Instructions for the task:
Each record that follows should be repeated exactly, minus any images.

*** Opening of Records supplied ***

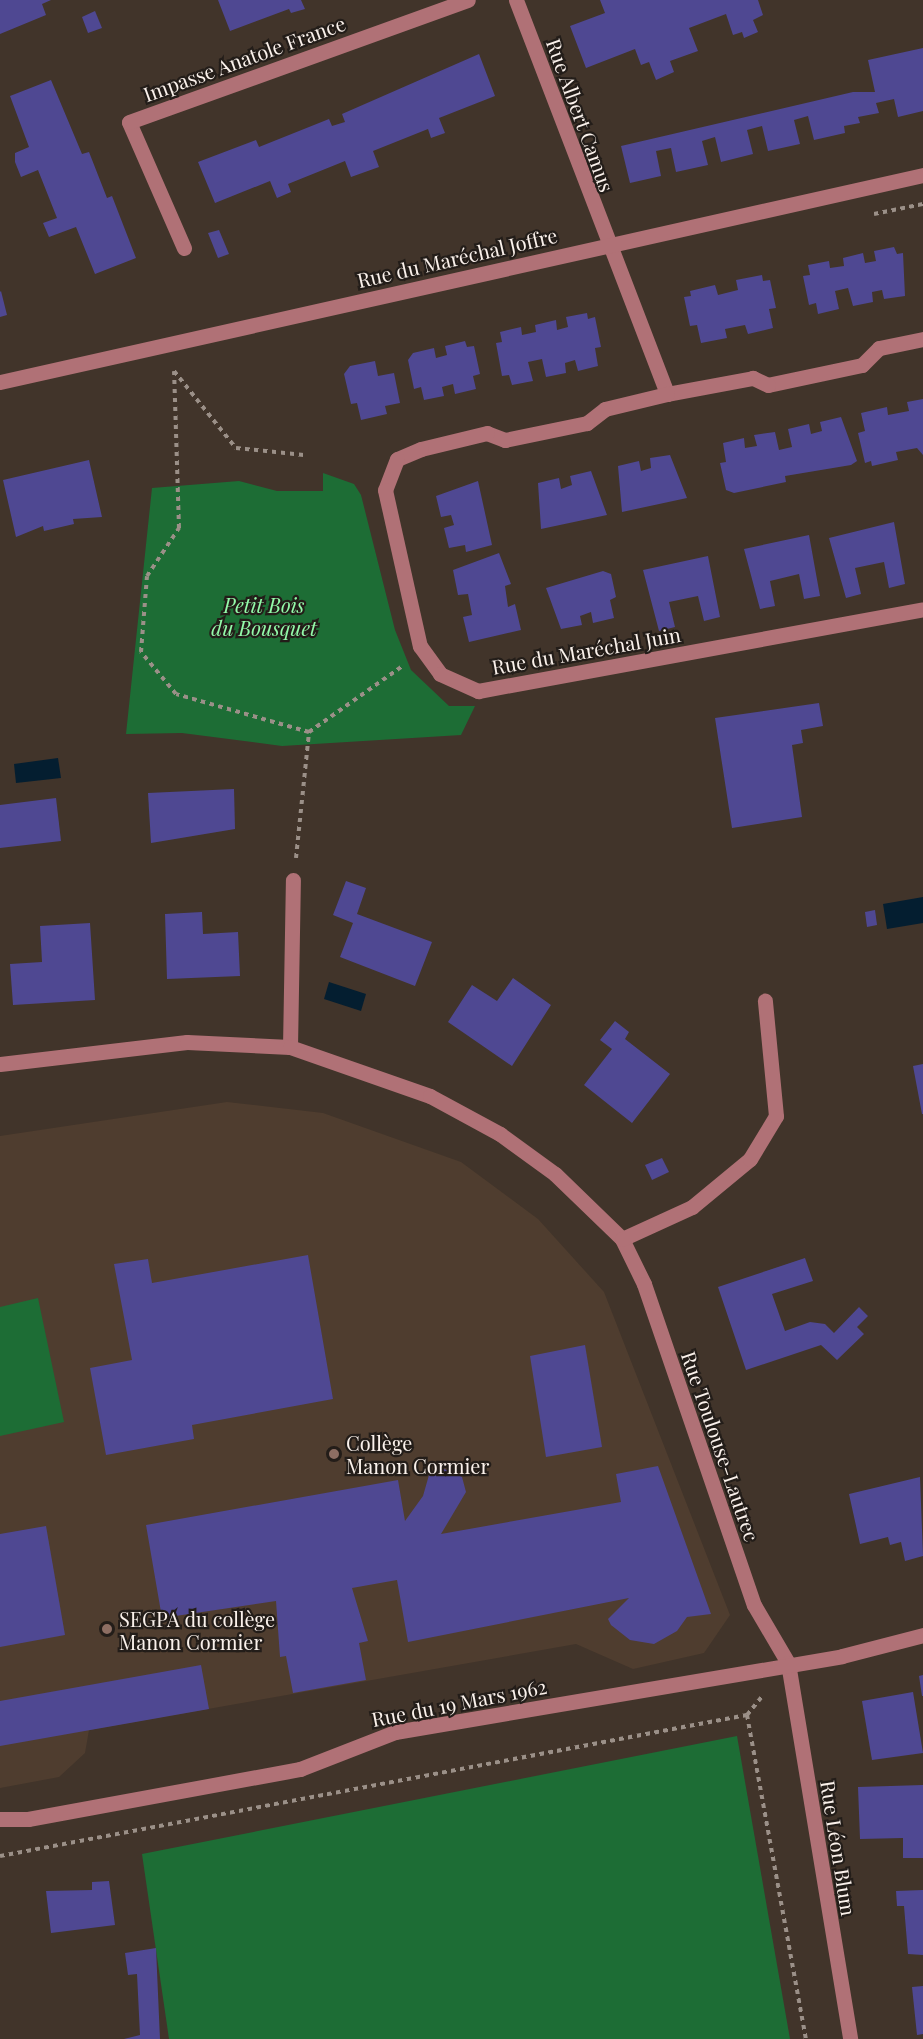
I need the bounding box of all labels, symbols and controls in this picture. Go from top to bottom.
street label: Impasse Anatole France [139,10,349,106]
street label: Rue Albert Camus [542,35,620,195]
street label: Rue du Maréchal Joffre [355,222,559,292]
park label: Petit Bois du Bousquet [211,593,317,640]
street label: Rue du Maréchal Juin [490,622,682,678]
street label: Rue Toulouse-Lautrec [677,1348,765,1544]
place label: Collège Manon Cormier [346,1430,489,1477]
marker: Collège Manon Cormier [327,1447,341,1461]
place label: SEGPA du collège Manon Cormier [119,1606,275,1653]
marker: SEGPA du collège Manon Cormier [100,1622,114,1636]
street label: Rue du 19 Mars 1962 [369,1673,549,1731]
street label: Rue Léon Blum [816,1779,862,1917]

*** Close of Records supplied ***

Response:
I need the bounding box of all labels, symbols and controls in this picture. Go from top to bottom.
street label: Impasse Anatole France [139,10,349,106]
street label: Rue Albert Camus [542,35,620,195]
street label: Rue du Maréchal Joffre [355,222,559,292]
park label: Petit Bois du Bousquet [211,593,317,640]
street label: Rue du Maréchal Juin [490,622,682,678]
street label: Rue Toulouse-Lautrec [677,1348,765,1544]
place label: Collège Manon Cormier [346,1430,489,1477]
marker: Collège Manon Cormier [327,1447,341,1461]
place label: SEGPA du collège Manon Cormier [119,1606,275,1653]
marker: SEGPA du collège Manon Cormier [100,1622,114,1636]
street label: Rue du 19 Mars 1962 [369,1673,549,1731]
street label: Rue Léon Blum [816,1779,862,1917]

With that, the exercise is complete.